The Supreme Court has concluded in Harpur Trust v Brazel that part-year workers should not have their leave entitlement calculated on the same principle, proportionally, as full-time employees (which would mean that the weeks they don’t work reduce their entitlement), but should have their leave calculated ignoring those weeks. Their entitlement is to 5.6 weeks’ holiday a year, and non-working weeks must be ignored.
The claimant worked during term time under a zero-hours contract, under which her weekly hours fluctuated, and she was required to take her holiday during school holidays. Her contract stated that she had the right to 5.6 weeks’ annual leave.The school calculated her entitlement to holiday pay as 12.07% of the hours worked the preceding term.

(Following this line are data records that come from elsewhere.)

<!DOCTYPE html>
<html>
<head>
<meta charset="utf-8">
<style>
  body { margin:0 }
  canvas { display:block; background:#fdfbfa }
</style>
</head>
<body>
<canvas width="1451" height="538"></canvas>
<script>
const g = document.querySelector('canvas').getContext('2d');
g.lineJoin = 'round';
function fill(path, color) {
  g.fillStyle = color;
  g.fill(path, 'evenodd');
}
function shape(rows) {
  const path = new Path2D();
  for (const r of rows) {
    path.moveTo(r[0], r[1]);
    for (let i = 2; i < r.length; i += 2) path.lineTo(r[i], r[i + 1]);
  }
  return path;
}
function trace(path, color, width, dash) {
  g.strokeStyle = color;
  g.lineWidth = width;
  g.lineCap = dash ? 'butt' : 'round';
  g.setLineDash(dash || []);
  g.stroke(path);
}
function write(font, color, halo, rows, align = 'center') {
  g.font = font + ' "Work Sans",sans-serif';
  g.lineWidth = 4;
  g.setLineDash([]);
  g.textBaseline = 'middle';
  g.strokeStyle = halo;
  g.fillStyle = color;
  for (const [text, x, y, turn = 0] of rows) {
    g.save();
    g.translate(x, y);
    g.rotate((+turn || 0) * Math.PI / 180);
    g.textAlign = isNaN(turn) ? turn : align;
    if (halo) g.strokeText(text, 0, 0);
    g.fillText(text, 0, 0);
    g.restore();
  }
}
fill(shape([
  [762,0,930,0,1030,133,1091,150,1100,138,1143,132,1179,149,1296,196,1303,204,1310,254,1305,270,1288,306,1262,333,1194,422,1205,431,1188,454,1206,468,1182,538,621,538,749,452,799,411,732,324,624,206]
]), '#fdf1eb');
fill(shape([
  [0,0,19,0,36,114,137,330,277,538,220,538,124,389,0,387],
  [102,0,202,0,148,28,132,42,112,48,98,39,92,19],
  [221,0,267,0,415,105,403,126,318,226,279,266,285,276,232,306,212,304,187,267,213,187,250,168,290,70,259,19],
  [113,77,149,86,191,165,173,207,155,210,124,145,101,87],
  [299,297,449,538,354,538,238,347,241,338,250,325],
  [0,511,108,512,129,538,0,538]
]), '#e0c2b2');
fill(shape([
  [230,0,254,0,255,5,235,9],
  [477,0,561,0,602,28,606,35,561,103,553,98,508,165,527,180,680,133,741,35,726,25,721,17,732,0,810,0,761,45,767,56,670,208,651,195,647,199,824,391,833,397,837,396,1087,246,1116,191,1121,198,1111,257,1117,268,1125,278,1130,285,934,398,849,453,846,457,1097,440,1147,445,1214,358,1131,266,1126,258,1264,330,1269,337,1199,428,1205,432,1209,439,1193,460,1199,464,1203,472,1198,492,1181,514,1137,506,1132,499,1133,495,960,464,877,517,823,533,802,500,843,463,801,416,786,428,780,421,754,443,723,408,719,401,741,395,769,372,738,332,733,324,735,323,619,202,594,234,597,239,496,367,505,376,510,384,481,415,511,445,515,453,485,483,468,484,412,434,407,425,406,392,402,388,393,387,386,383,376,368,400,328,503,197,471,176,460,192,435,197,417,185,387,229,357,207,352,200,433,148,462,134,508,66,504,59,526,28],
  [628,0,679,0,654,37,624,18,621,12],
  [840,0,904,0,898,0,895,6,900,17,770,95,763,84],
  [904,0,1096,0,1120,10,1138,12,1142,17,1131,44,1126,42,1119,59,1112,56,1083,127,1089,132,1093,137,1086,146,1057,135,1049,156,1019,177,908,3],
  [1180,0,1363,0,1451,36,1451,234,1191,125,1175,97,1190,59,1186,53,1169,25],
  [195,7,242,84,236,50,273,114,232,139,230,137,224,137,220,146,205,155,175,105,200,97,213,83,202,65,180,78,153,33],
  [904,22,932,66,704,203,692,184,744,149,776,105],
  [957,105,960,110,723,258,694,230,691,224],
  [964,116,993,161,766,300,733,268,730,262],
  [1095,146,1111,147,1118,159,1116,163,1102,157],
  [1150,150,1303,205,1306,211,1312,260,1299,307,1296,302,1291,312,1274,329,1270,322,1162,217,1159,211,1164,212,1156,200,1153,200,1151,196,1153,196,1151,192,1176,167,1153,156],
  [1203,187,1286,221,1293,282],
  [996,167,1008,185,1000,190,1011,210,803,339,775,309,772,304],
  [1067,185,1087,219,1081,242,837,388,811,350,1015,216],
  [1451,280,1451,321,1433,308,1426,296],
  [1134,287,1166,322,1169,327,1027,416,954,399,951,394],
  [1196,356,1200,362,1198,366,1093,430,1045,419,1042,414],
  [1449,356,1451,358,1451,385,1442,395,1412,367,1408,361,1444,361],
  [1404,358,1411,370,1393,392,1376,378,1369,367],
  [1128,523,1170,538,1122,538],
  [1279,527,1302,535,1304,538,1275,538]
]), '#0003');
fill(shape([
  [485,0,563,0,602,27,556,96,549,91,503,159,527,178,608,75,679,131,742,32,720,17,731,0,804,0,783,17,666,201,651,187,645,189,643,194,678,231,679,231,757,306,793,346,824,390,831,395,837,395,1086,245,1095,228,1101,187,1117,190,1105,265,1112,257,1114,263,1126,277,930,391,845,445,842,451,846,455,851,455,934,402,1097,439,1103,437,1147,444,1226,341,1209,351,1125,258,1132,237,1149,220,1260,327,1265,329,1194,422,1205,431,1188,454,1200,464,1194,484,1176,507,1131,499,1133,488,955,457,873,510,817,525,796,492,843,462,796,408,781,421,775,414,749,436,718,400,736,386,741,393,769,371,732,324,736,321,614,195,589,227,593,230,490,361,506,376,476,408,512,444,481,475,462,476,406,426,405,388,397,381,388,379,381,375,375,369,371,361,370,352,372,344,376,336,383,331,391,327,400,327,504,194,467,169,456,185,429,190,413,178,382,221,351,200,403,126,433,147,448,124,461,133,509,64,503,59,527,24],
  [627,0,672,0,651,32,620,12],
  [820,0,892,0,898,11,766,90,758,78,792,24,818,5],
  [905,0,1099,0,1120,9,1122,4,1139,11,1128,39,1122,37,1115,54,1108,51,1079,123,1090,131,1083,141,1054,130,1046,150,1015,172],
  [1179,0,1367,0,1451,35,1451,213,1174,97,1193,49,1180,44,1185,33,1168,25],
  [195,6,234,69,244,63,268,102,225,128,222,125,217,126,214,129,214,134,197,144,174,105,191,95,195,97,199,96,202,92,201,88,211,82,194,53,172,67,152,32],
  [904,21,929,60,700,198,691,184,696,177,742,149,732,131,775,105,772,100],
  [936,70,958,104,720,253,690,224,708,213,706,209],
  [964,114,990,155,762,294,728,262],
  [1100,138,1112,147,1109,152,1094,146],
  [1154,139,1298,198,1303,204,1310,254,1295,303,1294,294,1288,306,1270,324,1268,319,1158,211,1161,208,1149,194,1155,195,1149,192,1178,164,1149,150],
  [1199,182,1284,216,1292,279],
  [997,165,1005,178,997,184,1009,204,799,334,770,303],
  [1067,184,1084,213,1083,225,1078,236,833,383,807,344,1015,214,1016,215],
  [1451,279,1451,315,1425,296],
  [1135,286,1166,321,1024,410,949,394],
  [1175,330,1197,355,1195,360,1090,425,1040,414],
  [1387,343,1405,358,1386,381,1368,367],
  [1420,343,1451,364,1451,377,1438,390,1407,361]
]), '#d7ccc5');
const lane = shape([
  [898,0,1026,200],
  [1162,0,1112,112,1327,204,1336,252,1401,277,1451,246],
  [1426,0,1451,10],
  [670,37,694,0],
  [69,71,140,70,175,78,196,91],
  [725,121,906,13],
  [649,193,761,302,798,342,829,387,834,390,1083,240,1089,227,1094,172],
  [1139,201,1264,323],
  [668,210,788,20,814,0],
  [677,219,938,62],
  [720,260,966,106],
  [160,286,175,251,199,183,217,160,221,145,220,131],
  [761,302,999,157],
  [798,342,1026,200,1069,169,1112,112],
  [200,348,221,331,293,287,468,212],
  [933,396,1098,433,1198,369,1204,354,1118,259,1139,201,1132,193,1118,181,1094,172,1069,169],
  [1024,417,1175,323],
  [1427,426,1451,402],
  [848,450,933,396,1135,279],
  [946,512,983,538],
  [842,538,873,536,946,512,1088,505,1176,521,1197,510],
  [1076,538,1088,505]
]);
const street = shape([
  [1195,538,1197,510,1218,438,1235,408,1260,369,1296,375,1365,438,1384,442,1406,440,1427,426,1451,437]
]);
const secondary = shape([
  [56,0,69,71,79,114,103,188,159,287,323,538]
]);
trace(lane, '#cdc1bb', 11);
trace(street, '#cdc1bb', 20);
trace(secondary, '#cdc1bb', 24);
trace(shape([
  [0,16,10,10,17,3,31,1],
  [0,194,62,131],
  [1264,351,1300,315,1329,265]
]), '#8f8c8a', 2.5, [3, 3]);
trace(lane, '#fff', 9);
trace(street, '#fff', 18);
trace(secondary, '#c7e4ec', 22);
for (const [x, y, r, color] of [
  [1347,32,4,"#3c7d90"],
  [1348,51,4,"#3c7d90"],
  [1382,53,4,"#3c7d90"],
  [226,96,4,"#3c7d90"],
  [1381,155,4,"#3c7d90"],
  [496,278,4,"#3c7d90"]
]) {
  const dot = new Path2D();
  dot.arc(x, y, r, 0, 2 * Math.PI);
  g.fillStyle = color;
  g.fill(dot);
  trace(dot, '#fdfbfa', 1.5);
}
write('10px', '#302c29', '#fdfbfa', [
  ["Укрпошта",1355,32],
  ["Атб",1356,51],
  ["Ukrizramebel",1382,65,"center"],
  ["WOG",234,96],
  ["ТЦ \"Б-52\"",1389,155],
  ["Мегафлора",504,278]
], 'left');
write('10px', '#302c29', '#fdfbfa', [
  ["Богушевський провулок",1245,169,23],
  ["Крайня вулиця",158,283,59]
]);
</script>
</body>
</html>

The Court held, that when working out holiday pay for workers who only work during term time, it is wrong to apply the 12.07% calculation, or to carry out any pro rata calculation to reflect the fact that they do not work the full year. The Working Time Regulations make no provision for pro-rating.
Although the decision in Brazel is limited to cases of “part-year workers” on permanent contracts, it will affect workers without normal working hours. For these workers a week’s pay will be calculated by reference to the average remuneration over the previous 52 weeks, in respect of which the work received remuneration (up to a maximum of 104 weeks). No account will be taken of weeks in which no remuneration was received. Where there are no normal working hours, supplementary payments such as overtime payments and commission are included in the calculation of average remuneration.